Once we crunched all the numbers, we'd save 70% on our current CloudTrail storage costs, over the data retention period, just by keeping everything in Standard Tier.

This is a very sharp edge of S3 lifecycling, and thankfully for configurations created post-September-2024, there's a default minimum limit of 128KB. Objects smaller than this aren't transitioned to a different tier, regardless of your rules. This doesn't retrospectively apply to configurations created prior, which is why we fell into this situation.

Just Chuck it in the Intelligent Tier?

Certainly, for new data, this is an option. Bear in mind that for historical data, there's a $0.01/1000 object cost to transition to this tier - so you may actually just want to let any existing data remain on its historical lifecycle transition path.

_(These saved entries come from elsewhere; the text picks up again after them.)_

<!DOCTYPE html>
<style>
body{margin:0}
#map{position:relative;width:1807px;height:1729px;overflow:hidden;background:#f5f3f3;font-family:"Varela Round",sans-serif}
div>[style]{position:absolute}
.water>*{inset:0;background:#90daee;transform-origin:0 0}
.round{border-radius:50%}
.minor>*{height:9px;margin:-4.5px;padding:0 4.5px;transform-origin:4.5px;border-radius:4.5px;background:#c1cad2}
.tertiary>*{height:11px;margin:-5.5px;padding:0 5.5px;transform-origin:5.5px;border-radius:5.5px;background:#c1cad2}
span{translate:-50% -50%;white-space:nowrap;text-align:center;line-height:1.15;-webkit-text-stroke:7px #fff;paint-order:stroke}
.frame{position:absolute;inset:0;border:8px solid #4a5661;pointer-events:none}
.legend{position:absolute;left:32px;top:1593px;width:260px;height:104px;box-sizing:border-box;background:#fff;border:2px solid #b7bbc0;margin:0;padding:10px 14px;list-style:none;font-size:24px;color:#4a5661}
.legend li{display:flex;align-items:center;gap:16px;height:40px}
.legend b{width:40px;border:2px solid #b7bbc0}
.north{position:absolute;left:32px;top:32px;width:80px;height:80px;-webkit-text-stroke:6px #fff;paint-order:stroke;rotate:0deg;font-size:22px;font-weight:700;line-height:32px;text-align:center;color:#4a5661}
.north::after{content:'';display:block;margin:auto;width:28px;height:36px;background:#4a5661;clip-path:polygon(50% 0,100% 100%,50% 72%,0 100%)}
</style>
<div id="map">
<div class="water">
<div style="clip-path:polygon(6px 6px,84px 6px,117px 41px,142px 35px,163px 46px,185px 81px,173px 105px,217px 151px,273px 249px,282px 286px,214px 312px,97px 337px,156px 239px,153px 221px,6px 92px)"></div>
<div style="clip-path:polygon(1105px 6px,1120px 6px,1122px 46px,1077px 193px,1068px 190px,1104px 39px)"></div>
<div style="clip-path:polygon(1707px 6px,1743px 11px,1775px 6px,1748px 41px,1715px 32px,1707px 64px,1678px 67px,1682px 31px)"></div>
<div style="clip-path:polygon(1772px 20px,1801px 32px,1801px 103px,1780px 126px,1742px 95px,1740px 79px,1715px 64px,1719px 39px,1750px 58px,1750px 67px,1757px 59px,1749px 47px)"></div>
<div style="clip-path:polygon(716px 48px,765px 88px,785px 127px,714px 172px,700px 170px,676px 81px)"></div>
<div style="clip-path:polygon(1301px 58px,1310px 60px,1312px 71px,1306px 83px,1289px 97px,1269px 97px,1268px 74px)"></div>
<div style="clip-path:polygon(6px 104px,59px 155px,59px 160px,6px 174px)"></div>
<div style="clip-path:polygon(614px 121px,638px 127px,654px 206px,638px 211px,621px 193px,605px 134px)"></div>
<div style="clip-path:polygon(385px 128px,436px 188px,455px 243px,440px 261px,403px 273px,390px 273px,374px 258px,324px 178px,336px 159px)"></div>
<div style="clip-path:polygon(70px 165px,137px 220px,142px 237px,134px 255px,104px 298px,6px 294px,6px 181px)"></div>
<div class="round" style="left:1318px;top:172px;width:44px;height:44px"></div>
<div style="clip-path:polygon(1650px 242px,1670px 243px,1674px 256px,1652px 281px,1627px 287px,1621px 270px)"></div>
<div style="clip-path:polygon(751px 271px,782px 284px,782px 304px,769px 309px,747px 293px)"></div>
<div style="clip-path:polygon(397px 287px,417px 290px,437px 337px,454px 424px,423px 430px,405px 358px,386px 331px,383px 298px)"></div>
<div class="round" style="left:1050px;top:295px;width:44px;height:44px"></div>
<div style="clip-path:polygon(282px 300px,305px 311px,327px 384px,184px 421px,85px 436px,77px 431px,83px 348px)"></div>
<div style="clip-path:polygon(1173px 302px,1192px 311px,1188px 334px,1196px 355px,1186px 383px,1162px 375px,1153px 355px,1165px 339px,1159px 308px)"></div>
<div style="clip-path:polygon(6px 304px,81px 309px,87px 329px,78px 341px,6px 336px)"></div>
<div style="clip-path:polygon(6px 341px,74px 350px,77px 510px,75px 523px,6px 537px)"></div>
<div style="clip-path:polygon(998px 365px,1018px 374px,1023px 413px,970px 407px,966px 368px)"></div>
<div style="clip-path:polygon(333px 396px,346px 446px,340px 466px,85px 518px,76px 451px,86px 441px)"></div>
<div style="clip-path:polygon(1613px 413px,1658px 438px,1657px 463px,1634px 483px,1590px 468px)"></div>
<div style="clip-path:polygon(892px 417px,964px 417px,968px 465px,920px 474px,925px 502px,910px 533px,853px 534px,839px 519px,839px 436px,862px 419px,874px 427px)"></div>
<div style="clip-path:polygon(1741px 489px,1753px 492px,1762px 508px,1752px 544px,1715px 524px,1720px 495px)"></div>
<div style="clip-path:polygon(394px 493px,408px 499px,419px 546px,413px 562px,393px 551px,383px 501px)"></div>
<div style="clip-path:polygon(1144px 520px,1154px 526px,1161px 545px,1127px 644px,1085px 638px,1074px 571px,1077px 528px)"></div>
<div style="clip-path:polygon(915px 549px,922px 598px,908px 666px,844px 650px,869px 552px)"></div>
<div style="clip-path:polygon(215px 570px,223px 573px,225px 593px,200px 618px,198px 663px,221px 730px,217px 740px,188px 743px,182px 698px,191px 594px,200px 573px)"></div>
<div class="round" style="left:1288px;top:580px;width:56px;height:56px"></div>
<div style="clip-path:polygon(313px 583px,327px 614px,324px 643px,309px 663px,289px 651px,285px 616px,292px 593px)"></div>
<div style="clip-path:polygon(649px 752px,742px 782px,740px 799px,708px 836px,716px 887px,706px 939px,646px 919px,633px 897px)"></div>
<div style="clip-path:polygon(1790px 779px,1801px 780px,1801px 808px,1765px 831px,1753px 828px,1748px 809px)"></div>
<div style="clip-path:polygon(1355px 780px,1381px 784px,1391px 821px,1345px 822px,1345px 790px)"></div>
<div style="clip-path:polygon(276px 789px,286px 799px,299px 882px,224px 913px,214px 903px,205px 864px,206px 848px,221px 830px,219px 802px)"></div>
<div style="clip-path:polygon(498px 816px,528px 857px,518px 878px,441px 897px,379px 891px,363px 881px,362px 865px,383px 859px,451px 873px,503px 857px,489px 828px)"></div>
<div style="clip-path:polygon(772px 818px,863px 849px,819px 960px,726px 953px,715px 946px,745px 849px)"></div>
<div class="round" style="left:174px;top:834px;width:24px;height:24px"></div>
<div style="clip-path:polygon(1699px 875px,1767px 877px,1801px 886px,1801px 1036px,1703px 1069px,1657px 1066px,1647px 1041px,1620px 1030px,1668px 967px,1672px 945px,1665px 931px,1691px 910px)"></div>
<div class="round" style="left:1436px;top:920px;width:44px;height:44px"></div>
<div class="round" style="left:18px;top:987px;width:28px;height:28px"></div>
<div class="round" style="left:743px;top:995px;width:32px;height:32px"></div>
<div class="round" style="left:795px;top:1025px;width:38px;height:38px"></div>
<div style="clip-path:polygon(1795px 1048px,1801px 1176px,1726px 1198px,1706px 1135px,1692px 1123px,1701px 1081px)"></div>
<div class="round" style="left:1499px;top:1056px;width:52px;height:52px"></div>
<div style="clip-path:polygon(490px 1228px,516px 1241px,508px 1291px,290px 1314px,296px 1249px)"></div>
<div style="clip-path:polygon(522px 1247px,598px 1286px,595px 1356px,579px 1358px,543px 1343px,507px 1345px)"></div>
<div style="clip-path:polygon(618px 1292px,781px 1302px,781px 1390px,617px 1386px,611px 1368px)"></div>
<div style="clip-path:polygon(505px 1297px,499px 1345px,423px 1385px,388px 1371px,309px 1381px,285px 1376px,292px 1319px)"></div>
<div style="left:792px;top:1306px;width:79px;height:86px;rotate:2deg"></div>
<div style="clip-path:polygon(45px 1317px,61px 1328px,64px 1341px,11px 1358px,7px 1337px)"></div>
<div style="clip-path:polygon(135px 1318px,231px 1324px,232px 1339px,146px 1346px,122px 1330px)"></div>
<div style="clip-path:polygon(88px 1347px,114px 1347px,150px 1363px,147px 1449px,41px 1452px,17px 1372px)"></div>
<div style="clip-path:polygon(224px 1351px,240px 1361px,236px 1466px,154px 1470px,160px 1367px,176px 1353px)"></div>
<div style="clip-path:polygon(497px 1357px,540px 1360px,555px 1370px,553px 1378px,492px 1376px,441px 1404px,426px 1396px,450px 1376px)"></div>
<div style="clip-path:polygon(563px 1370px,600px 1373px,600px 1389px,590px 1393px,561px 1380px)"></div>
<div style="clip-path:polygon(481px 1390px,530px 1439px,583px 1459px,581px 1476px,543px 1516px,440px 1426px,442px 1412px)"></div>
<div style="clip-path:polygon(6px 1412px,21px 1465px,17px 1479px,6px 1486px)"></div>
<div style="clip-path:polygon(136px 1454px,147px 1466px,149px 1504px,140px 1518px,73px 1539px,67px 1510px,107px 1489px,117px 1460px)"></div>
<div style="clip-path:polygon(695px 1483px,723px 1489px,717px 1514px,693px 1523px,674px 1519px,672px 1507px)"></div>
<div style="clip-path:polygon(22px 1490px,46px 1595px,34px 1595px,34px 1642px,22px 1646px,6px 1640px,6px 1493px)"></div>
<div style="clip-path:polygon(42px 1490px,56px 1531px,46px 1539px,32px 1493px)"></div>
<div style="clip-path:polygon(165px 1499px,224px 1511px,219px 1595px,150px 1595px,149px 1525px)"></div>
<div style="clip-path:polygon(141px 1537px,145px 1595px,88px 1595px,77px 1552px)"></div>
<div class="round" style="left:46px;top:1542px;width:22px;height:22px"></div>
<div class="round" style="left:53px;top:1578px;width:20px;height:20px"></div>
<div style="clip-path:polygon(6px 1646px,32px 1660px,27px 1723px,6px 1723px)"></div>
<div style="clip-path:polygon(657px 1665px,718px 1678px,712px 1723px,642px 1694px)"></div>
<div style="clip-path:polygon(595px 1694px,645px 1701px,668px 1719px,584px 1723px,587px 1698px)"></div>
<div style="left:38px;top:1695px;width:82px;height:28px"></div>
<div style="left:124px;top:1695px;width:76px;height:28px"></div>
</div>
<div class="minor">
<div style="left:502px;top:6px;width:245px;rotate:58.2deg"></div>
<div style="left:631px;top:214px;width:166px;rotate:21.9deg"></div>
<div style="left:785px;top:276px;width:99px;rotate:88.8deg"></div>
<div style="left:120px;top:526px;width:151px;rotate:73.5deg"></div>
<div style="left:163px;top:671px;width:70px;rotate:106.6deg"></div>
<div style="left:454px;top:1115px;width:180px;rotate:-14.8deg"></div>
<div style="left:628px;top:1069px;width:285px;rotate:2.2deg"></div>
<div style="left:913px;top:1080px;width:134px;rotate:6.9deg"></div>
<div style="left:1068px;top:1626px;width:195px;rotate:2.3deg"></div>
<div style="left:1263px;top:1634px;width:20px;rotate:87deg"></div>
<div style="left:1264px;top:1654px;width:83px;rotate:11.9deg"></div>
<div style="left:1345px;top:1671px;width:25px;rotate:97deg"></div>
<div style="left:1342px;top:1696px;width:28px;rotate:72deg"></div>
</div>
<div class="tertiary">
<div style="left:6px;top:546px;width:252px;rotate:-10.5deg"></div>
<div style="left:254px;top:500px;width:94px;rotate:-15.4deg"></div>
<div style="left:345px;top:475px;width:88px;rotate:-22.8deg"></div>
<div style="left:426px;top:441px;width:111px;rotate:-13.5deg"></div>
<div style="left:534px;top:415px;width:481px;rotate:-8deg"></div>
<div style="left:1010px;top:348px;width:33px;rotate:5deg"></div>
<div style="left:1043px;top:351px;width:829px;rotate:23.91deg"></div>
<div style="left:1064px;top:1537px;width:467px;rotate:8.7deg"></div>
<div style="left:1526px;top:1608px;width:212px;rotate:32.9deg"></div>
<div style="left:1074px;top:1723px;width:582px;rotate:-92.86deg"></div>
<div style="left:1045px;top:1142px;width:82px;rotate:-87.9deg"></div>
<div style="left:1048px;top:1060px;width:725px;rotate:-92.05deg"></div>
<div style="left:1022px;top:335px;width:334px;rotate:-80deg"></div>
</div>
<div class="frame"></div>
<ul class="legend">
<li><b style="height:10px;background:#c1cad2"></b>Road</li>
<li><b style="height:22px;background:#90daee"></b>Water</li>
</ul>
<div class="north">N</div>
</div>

There are some considerations for the Intelligent Tier:

  • Automatic tiering only applies for objects > 128KB. Anything smaller is always charged at the (higher) Frequent Access price.
  • To apply automatic tiering for eligible objects, you're charged an additional monitoring fee per 1000 objects.
  • You aren't charged for any lifecycle transitions that automatic tiering actions on your behalf.
  • You have no ability to configure the automatic tier transition rules - this is managed for you.

Intelligent Tiering is itself a trade-off that's most suitable for unknown access patterns - you pay a fixed monitoring fee and let AWS manage it. If you already understand your access patterns, Intelligent Tiering is usually unnecessary overhead. If you don’t, it can be a sensible insurance policy for new data.

Conclusion: Understand Your Data and Access Patterns

Effective S3 storage cost management requires an active understanding of the data you need to store, and the patterns of access/retrieval. Where this is not known, Intelligent Tiering offers a sensible hedge for many use cases, but isn't suitable to apply to retrospective data. By understanding the shape of your data, retention requirements and how it is accessed, it is possible to devise a lifecycle plan that optimises cost and avoids the shock of an unexpected bill. Price up over the full lifecycle, including storage and transition costs, so that you can account for data at rest and at movement.